> _What you are asked to do_
Read the records below and report each line in which "bottom" occurs.

Stored entries
═══

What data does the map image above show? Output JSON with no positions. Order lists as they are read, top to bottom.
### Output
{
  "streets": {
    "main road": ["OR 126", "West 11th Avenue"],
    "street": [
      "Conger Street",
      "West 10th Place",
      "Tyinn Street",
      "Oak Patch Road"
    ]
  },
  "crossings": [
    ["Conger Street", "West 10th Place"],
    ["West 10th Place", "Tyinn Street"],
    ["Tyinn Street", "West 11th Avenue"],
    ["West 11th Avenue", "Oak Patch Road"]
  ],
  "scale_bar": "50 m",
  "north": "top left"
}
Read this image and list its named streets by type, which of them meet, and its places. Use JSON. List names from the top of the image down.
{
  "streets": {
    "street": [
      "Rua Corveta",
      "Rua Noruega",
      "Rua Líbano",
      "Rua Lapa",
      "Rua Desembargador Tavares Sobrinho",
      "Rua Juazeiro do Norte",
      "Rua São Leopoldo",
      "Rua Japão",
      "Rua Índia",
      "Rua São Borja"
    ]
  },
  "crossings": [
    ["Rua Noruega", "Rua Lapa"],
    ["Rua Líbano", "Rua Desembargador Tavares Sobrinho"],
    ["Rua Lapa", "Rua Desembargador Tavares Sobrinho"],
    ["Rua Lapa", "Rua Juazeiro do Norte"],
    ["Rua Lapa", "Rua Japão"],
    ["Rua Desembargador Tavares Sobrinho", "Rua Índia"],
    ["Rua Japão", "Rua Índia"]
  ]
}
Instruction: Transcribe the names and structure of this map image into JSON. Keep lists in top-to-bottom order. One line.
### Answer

═══

> _Completed exercise_
What data does the map image above show? Output JSON with no positions. Order lists as they are read, top to bottom.
Instruction: Transcribe the names and structure of this map image into JSON. Keep lists in top-to-bottom order. One line.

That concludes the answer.